- Born: April 11, 1982 (age 44) British Hong Kong
- Education: Stanford University (BA) University of Pennsylvania (MArch, MBA)
- Occupation: McKinsey & Company consultant
- Years active: 2009-present

= Jackie Wong =

Figure skating analyst (b.1982)

Jackie Wong (born April 11, 1982) is a figure skating analyst. He blogs, tweets and sells merchandise as Rocker Skating as well as hosting the Ice Talk podcast at Ice Network. He is based in New York.

Wong is a board member at Reaching Out MBA, has worked for architectural firm Skidmore, Owings & Merrill, and was an associate partner at McKinsey & Company. A former novice skater who has passed the U.S. Figure Skating juvenile tests and worked as a coach and a judge, he began covering figure skating for Examiner.com in 2009.

He created Rocker Skating as a graduate business school project at the University of Pennsylvania in 2015 and began attracting sponsorships. His commentary ranges from offering technical play-by-plays to sharing his opinions on a skater's choice of costumes and music. During the 2026 Winter Olympics, Wong released Rocker Skating Live Beta, a hub for competition results, live fan scoring, and ranking predictions.

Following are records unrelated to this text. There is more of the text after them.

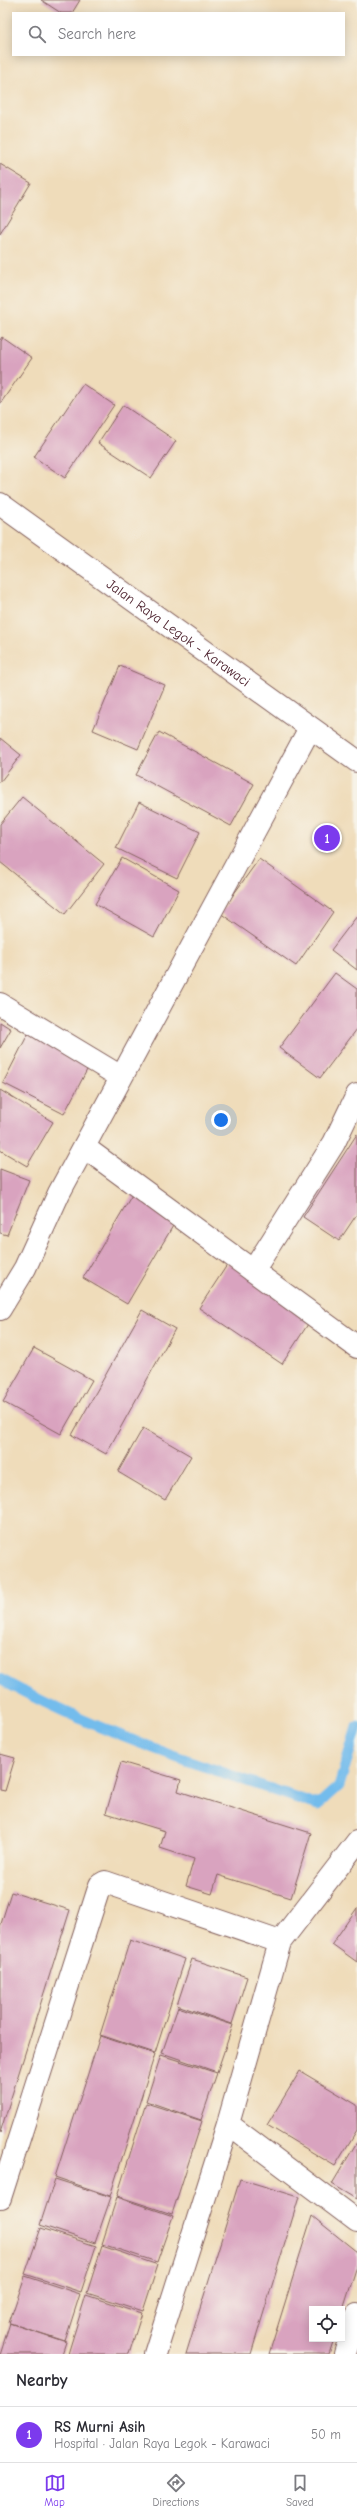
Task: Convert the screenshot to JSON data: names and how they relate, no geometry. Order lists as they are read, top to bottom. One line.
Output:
{"streets":{"street":["Jalan Raya Legok - Karawaci"]},"page":{"search":"Search here","pins":"1","heading":"Nearby","list":[{"mark":"1","name":"RS Murni Asih","note":"Hospital · Jalan Raya Legok - Karawaci","value":"50 m"}],"nav":["Map","Directions","Saved"]}}
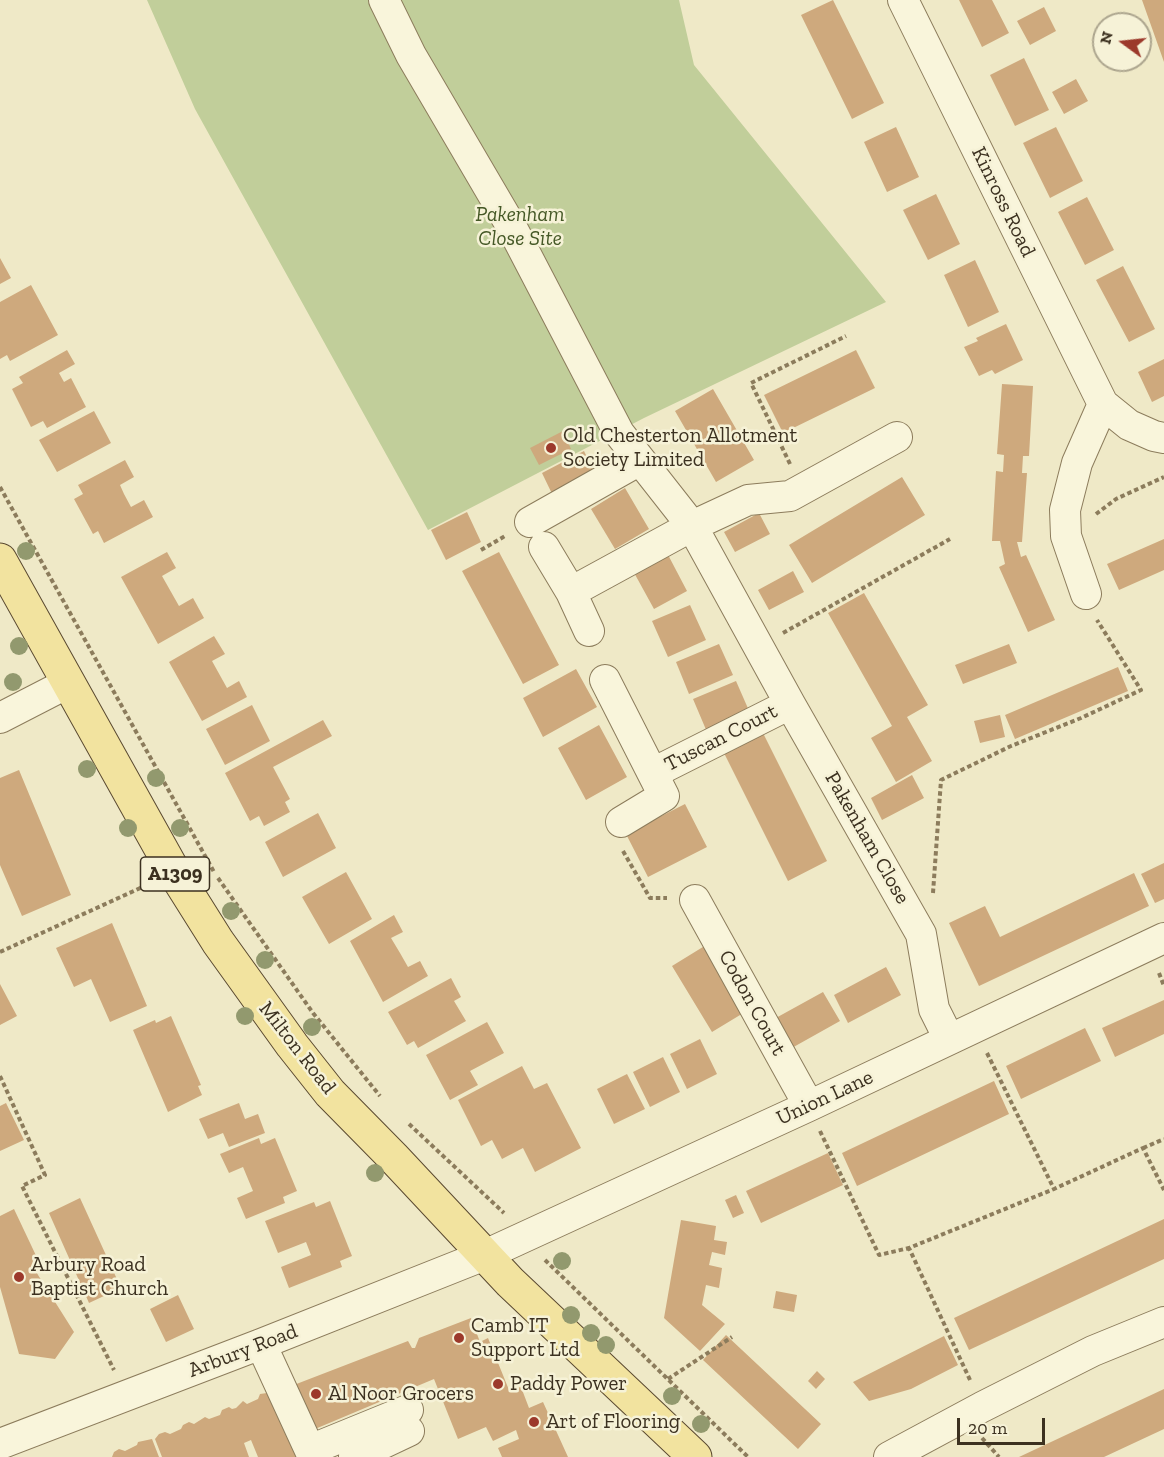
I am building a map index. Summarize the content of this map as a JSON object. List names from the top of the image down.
{
  "streets": {
    "main road": ["A1309", "Milton Road"],
    "street": [
      "Kinross Road",
      "Tuscan Court",
      "Pakenham Close",
      "Codon Court",
      "Union Lane",
      "Arbury Road"
    ]
  },
  "crossings": [
    ["Tuscan Court", "Pakenham Close"],
    ["Pakenham Close", "Union Lane"],
    ["Codon Court", "Union Lane"],
    ["Milton Road", "Union Lane"],
    ["Milton Road", "Arbury Road"],
    ["Union Lane", "Arbury Road"]
  ],
  "parks": ["Pakenham Close Site"],
  "places": [
    "Old Chesterton Allotment Society Limited",
    "Arbury Road Baptist Church",
    "Camb IT Support Ltd",
    "Paddy Power",
    "Al Noor Grocers",
    "Art of Flooring"
  ],
  "scale_bar": "20 m",
  "north": "left"
}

Wong has a bachelor's degree in economics and urban studies from Stanford University, a Master of Architecture degree from the University of Pennsylvania School of Design and an MBA from Penn's Wharton School. He contributed to the University of Pennsylvania's biomedical research department by analyzing the movement and positions of the arms, legs and head of ice skaters and presenting them as 3D models. He was selected to compete in Season 36 of "Jeopardy!" and came in second place on the episode that aired May 19, 2020.